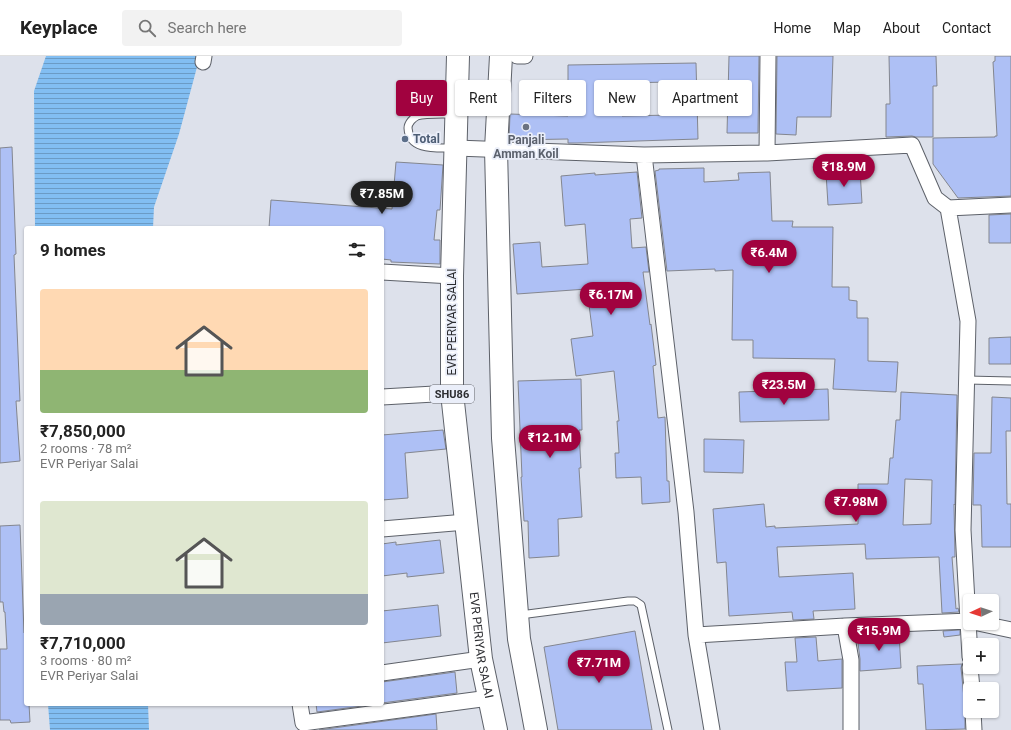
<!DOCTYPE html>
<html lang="en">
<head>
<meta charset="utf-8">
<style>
  body { margin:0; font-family:Roboto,sans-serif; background:#f2f2f2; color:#222; height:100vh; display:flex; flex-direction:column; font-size:15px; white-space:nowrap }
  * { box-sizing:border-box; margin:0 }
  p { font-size:13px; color:#767676 }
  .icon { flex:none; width:22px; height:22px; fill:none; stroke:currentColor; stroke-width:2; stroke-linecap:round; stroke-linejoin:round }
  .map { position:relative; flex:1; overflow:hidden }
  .sheet { position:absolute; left:24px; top:170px; width:360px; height:480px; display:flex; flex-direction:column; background:#fff; border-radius:4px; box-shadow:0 1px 3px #0004 }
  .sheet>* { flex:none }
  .top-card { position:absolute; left:396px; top:24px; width:380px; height:36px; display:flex; gap:8px }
  .needle { width:26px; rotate:266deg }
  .controls { position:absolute; left:963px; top:538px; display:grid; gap:8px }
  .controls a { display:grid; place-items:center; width:36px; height:36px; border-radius:4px; background:#fff; box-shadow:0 1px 3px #0004; font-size:20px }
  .price { position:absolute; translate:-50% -34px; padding:0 9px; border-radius:14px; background:#a1023f; color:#fff; font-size:13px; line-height:26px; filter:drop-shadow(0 1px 2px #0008) }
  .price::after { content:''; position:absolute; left:50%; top:24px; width:12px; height:9px; margin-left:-6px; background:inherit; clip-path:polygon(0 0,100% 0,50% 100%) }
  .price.current { background:#222; color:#fff }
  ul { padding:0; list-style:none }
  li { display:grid; align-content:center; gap:8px; height:212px; padding:0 16px }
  li span { display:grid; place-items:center; height:124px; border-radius:4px; color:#555 }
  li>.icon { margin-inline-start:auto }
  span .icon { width:72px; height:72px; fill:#fffc; stroke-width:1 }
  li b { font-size:17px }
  h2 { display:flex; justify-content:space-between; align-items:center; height:48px; padding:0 16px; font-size:17px }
  .chip { padding:0 14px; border-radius:4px; background:#fff; box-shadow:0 1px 3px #0004; font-size:14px; line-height:36px }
  .chip.current { background:#a1023f; color:#fff }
  header { display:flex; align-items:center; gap:24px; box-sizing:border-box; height:56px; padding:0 20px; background:#fff; border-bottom:1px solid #e0e0e0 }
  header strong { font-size:19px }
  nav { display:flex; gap:22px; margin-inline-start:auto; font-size:14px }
  .search { width:280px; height:36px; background:#f2f2f2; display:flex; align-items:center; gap:10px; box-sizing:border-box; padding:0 14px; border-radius:4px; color:#767676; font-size:15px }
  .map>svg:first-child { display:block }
</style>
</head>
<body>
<header>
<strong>Keyplace</strong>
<div class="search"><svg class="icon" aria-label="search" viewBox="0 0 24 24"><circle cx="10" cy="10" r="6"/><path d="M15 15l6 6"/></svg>Search here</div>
<nav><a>Home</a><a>Map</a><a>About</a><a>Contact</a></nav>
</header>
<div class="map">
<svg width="1011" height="674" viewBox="0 0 1011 674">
  <defs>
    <pattern id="water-rules" width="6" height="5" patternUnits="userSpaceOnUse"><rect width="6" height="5" fill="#82bef2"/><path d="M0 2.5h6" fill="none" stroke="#6b9bc5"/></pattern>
  </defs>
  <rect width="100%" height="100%" fill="#dde1eb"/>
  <path fill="url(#water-rules)" d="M 46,0 L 200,0 L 179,78 L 154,151 L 153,172 L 35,172 L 34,35 Z
    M 48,648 L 148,648 L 149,674 L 50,674 Z"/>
  <path fill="#aec0f5" stroke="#83868f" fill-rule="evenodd" d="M 729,0 L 759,0 L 758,77 L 727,77 Z
    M 777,0 L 833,0 L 831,61 L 797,61 L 796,79 L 776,78 Z
    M 889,0 L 936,0 L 937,30 L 933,30 L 933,81 L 916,81 L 912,80 L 886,81 L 886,48 L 890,48 Z
    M 995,0 L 1011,0 L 1011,140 L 958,142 L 933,108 L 933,82 L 995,81 L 995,80 L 997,80 L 993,6 L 995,5 Z
    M 696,7 L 698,83 L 577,87 L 568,87 L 568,83 L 509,84 L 510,58 L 568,60 L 568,9 ZM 671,26 L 672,59 L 622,60 L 621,27 Z
    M 12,91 L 16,198 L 14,199 L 20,345 L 16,345 L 20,405 L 0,407 L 0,92 Z
    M 396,106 L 443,109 L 440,154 L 437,154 L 434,184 L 440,184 L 440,208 L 391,206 L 391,204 L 382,203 L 382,172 L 269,172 L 271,144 L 392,153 Z
    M 704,112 L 704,126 L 739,124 L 738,117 L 770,116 L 772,165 L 793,165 L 792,171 L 833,171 L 832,231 L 849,231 L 849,244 L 857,245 L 857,262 L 868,262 L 868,305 L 898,306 L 896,336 L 833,333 L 835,303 L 753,302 L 753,284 L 732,284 L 733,214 L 715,215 L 715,213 L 667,215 L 655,115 L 659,114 L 659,113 Z
    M 860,114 L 862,147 L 828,149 L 826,117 Z
    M 637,116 L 642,162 L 630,163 L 632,192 L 646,191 L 649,216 L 643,216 L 650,269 L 651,268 L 656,309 L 653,310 L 658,362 L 665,361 L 667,425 L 669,425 L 670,446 L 642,448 L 641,421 L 616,422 L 615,397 L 619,397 L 617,365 L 619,365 L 614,315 L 576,320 L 571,283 L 593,280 L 587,233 L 517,238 L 513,188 L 540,186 L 542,211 L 588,208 L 585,168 L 565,170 L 561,120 L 595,117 L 595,119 Z
    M 1011,158 L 1011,187 L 989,187 L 989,159 Z
    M 1011,281 L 1011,308 L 989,308 L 989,282 Z
    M 581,323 L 582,374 L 579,374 L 581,412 L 579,412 L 582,461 L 558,463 L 559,500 L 529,502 L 528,465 L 524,465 L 521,421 L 522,421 L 518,325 Z
    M 828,333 L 829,364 L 740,366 L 739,336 Z
    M 901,336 L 957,339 L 955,449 L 954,448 L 955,501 L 952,501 L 956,553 L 958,552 L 959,556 L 942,557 L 939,501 L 866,503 L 865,488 L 777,491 L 779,521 L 853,517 L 855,553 L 813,555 L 814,563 L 793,564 L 792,556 L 729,560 L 726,506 L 717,507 L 713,453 L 764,448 L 766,471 L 775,470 L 775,472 L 858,468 L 858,428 L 888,428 L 890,402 L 893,402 L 896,364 L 900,364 ZM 905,423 L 932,424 L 931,468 L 903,469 Z
    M 992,341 L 1011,342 L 1011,375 L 1006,375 L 1007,448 L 1011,448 L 1011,491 L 982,491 L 981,449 L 973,449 L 974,397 L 991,397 Z
    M 443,374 L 446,393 L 405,397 L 408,442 L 382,444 L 382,379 Z
    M 704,383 L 744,384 L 743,417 L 704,416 Z
    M 20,469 L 24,577 L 26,577 L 26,648 L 29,648 L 30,666 L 11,667 L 10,664 L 0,664 L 0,593 L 7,593 L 5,556 L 4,556 L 3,546 L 0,546 L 0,470 Z
    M 440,484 L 444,517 L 407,521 L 407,517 L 382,520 L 382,488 L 396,486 L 396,489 Z
    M 438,549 L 441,580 L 382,587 L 382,555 Z
    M 960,574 L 960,579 L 944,581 L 943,575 Z
    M 635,575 L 652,674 L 558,674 L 544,591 Z
    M 899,577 L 901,612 L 860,615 L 860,603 L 857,579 Z
    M 816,581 L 818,605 L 842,603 L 842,632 L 787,635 L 785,606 L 797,606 L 795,582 Z
    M 962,608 L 961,612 L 965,652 L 965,673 L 926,674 L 923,628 L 918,628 L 917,610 Z
    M 455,616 L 457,637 L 382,647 L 382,626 Z
    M 316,648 L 377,648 L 317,656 Z
    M 436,658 L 437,674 L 319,674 Z"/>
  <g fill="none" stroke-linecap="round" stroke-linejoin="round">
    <g stroke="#5d6169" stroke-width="9">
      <path id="lane" d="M 453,92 C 437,92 409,95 408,72 C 408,67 413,62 417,60 C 426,57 445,58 455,58
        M 967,324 L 1011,325
        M 520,559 L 628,545 L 635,545 L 641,549 L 668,674"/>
    </g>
    <g stroke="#5d6169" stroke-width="17">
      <path id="street" d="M 517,0 L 525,0
        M 203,6 L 204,0
        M 456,92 L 644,99 L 767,97 L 912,89 L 935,142 L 948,152 L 1011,149
        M 767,97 L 768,0
        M 644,99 L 686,456 L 696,579 L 712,674
        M 948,152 L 968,265 L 963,474 L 970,601
        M 382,216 L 452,220
        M 382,341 L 452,337
        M 382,473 L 466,466
        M 978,567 L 1011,574
        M 845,570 L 851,604 L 851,674
        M 696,579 L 845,570 L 970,565
        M 970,611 L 972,633
        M 382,617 L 481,603
        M 300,648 L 303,667 L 489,642
        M 973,655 L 974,674"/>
    </g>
    <g stroke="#5d6169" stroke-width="24">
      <g id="primary">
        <path id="s1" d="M 458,0 L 452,220 L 452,337 L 481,603 L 496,674"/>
        <path d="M 501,0 L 496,93 L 503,382 L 519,583 L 536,674"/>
      </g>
    </g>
    <use href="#lane" stroke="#fff" stroke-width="7"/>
    <use href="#street" stroke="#fff" stroke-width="15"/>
    <use href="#primary" stroke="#fff" stroke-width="22"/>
  </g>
  <circle fill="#6b7280" stroke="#eaeef9" stroke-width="1.5" cx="526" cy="71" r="4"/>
  <circle fill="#5c6f8a" stroke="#eaeef9" stroke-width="1.5" cx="405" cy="83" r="4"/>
  <g text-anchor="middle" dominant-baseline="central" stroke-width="3.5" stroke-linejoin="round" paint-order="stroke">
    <rect fill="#eaeef9" stroke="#65676d" stroke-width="1" x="430" y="329" width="44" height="18" rx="3"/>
    <g font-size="11" font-weight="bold" fill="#2c2d31">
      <text x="452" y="338">SHU86</text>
    </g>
    <g font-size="12" font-weight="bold" fill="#4e5e75" stroke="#eaeef9" text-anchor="start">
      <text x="413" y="83">Total</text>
    </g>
    <g font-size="12" font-weight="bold" fill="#5b616d" stroke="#eaeef9">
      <text x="526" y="84">Panjali<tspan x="526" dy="14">Amman Koil</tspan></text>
    </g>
    <g font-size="12" fill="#2c2d31" stroke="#eaeef9">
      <text transform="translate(452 266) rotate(-90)">EVR PERIYAR SALAI</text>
      <text stroke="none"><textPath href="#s1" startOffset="591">EVR PERIYAR SALAI</textPath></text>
    </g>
  </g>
</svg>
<div class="controls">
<a><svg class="needle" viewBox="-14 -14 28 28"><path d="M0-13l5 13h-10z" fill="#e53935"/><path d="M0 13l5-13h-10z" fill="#767676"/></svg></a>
<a>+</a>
<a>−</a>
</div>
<b class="price" style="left:844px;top:132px">₹18.9M</b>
<b class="price current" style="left:382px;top:159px">₹7.85M</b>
<b class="price" style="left:769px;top:218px">₹6.4M</b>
<b class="price" style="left:611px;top:260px">₹6.17M</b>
<b class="price" style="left:784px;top:350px">₹23.5M</b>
<b class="price" style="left:550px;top:403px">₹12.1M</b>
<b class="price" style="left:856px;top:467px">₹7.98M</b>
<b class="price" style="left:879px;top:596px">₹15.9M</b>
<b class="price" style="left:599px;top:628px">₹7.71M</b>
<div class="top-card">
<a class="chip current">Buy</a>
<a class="chip">Rent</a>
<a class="chip">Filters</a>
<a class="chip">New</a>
<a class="chip">Apartment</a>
</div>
<section class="sheet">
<h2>9 homes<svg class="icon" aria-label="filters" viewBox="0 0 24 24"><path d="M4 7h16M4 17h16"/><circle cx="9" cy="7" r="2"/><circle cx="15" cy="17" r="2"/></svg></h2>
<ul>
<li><span style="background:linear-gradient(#ffd9b3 65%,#8fb573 0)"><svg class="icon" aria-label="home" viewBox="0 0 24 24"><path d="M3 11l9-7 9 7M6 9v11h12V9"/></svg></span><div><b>₹7,850,000</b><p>2 rooms · 78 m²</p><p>EVR Periyar Salai</p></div></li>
<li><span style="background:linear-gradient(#dfe7d0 75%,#9aa5b1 0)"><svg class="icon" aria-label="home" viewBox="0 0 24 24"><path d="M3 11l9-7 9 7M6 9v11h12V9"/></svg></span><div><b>₹7,710,000</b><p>3 rooms · 80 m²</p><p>EVR Periyar Salai</p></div></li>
</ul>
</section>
</div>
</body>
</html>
------------------------------------
WHAT IS REQUIRED
Your answer should consist only of the lines above between the line holding "content:''; position:absolute; left:50%;" and the line holding "width:72px; height:72px; fill:#fffc;", inclusive, each transcribed exactly.

EXPECTED ANSWER
  .price::after { content:''; position:absolute; left:50%; top:24px; width:12px; height:9px; margin-left:-6px; background:inherit; clip-path:polygon(0 0,100% 0,50% 100%) }
  .price.current { background:#222; color:#fff }
  ul { padding:0; list-style:none }
  li { display:grid; align-content:center; gap:8px; height:212px; padding:0 16px }
  li span { display:grid; place-items:center; height:124px; border-radius:4px; color:#555 }
  li>.icon { margin-inline-start:auto }
  span .icon { width:72px; height:72px; fill:#fffc; stroke-width:1 }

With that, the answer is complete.